Institute of Clinical Medicine, Family Medicine, University of Turku, Turku, Finland. (maapii@utu.fi)

Copyright

(Copyright © 2007, Oxford University Press)

DOI

10.1093/eurpub/ckl272

PMID

17208952

Abstract

BACKGROUND: Overall adherence rates have usually been reported in fall prevention studies, but predictors of adherence have rarely been described. The aim of this study was to determine the adherence rates and the predictors of adherence in four key activities of a multifactorial fall prevention trial. METHODS: This study is part of a multifactorial fall prevention programme implemented among the 65-year-old or older community-dwelling aged who had fallen at least once during the previous 12 months. Subjects (n = 591) were randomly assigned to an intensive prevention programme or to a counselling group.

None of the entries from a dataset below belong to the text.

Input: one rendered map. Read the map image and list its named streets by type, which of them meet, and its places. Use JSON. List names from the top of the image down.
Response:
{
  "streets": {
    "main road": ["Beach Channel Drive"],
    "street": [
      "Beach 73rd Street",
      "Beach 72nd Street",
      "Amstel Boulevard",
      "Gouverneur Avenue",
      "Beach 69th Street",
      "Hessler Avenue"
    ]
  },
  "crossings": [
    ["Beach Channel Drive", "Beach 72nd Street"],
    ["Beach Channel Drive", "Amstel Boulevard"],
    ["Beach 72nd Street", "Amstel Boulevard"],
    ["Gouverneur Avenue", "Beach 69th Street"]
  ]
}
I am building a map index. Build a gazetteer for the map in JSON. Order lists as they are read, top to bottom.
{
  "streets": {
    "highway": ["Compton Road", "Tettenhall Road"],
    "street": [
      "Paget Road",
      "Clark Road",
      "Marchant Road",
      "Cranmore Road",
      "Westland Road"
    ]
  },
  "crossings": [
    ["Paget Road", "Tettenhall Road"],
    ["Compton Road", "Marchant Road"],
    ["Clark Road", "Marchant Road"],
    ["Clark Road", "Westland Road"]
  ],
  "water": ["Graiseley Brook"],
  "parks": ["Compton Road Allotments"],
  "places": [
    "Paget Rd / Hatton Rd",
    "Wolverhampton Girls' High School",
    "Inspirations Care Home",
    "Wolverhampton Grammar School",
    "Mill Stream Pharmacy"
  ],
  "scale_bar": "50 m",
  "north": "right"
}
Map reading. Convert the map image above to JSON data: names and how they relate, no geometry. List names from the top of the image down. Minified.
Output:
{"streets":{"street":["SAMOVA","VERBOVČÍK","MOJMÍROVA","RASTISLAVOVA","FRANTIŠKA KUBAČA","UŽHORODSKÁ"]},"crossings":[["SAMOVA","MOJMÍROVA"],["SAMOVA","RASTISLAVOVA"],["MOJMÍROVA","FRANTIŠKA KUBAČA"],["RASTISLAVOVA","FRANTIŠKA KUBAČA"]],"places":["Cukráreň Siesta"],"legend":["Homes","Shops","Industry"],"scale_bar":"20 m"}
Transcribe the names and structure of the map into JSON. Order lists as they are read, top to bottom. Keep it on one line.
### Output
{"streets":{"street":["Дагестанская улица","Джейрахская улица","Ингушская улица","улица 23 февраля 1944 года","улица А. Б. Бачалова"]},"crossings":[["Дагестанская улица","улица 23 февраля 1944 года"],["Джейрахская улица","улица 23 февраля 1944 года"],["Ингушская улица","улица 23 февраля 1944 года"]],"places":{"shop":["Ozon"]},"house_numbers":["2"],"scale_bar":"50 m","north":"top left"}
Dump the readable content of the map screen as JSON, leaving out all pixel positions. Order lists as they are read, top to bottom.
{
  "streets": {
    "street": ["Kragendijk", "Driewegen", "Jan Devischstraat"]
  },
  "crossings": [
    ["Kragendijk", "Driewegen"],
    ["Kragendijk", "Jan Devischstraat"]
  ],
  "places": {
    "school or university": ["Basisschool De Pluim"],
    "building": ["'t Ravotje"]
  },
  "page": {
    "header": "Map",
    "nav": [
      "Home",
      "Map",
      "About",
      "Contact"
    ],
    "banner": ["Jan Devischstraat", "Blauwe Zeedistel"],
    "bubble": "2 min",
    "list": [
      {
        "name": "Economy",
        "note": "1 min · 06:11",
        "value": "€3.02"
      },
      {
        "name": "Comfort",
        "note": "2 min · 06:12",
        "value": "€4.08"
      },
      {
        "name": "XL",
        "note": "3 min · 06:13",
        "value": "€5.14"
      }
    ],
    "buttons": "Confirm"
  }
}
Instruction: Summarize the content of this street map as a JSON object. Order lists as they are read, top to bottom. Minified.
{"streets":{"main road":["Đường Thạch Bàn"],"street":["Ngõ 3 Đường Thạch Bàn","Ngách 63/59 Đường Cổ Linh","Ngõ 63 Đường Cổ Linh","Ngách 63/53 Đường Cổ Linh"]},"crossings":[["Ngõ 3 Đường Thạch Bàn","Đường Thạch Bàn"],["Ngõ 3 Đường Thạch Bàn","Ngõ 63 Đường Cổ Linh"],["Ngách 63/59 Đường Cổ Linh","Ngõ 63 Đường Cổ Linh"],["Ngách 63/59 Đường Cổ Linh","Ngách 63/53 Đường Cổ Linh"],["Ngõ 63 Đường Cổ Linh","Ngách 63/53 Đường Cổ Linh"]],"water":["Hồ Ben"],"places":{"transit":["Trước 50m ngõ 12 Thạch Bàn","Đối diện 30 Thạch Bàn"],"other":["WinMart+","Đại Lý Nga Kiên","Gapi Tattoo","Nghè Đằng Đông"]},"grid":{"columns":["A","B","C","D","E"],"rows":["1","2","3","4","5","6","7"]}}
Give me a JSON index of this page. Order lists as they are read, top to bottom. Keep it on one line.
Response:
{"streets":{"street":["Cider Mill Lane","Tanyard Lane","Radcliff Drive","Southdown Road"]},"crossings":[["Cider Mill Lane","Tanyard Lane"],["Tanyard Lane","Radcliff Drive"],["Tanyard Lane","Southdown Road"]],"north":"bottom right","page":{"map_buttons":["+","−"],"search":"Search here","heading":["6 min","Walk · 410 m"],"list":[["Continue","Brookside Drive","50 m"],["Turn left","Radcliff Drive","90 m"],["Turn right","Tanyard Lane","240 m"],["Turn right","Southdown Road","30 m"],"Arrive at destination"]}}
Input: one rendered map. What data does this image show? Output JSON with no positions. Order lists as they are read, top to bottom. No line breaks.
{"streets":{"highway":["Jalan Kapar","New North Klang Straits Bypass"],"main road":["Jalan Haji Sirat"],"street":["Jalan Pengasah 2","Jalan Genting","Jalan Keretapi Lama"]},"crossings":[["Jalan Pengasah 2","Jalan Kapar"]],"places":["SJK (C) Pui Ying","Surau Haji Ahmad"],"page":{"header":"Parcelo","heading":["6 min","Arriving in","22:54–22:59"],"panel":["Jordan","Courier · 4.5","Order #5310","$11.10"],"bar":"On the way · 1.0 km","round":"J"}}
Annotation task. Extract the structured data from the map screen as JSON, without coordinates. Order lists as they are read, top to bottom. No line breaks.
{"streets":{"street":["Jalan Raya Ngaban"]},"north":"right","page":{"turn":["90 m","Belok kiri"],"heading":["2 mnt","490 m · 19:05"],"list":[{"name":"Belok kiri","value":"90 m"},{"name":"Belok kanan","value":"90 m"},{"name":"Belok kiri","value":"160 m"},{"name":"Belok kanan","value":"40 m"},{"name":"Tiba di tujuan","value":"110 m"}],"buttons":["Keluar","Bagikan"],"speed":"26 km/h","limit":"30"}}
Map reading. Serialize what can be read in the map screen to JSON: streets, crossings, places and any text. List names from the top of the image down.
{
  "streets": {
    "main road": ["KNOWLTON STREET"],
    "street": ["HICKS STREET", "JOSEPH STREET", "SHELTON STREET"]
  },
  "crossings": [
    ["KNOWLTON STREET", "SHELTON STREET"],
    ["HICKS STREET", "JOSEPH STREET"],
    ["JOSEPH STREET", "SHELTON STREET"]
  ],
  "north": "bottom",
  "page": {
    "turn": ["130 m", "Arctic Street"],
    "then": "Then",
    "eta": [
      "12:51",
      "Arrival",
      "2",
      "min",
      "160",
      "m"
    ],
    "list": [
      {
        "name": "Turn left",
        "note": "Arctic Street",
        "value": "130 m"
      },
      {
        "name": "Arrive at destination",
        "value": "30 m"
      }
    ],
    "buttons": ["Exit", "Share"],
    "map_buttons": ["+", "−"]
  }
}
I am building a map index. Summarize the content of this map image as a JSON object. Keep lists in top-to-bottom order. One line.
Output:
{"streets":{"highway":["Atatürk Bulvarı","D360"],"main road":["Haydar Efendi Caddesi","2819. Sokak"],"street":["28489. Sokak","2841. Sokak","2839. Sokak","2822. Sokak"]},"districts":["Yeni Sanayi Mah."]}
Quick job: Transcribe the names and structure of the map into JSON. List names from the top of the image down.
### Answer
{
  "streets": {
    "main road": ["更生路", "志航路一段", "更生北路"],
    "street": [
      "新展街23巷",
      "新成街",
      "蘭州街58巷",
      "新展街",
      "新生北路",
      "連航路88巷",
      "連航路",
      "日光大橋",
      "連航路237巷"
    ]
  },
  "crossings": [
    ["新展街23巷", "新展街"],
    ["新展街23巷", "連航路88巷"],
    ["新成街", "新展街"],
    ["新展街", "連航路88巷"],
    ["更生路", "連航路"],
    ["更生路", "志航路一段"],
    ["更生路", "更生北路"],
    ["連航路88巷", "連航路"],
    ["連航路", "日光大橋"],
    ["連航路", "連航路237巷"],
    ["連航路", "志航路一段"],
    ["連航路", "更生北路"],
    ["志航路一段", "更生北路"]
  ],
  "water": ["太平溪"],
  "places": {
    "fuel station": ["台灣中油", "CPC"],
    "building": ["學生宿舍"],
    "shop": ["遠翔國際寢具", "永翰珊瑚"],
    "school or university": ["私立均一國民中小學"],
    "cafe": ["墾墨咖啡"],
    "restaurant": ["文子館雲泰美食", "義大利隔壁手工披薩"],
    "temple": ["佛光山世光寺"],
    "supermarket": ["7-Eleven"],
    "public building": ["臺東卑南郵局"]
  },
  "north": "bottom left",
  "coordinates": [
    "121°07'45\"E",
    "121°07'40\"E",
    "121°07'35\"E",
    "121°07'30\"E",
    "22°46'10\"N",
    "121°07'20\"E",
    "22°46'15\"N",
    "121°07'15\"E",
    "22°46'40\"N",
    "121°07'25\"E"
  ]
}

Four key activities of prevention programme included physical exercise in small groups, psychosocial group activities, lectures and home exercises. Associations between adherence rates and potential predictors were analysed using cumulative logistic regression. RESULTS: The mean adherence rate was 58% in the physical exercise groups, 25% in the psychosocial groups and 33% in lectures. Subjects performed home-exercises on average 11 times per month. In multivariate analyses, infrequent feelings of loneliness, low self-perceived probability of falling at home and good physical functional abilities were significant predictors of active physical exercise group adherence. Good physical and cognitive functional abilities predicted active psychosocial group adherence. Female gender and good physical and cognitive functional abilities predicted more active lecture adherence. CONCLUSION: Persons with the poorest physical, cognitive and psychological functional abilities representing the part of the population at highest risk of falling do not seem reachable in multifactorial risk-based intervention.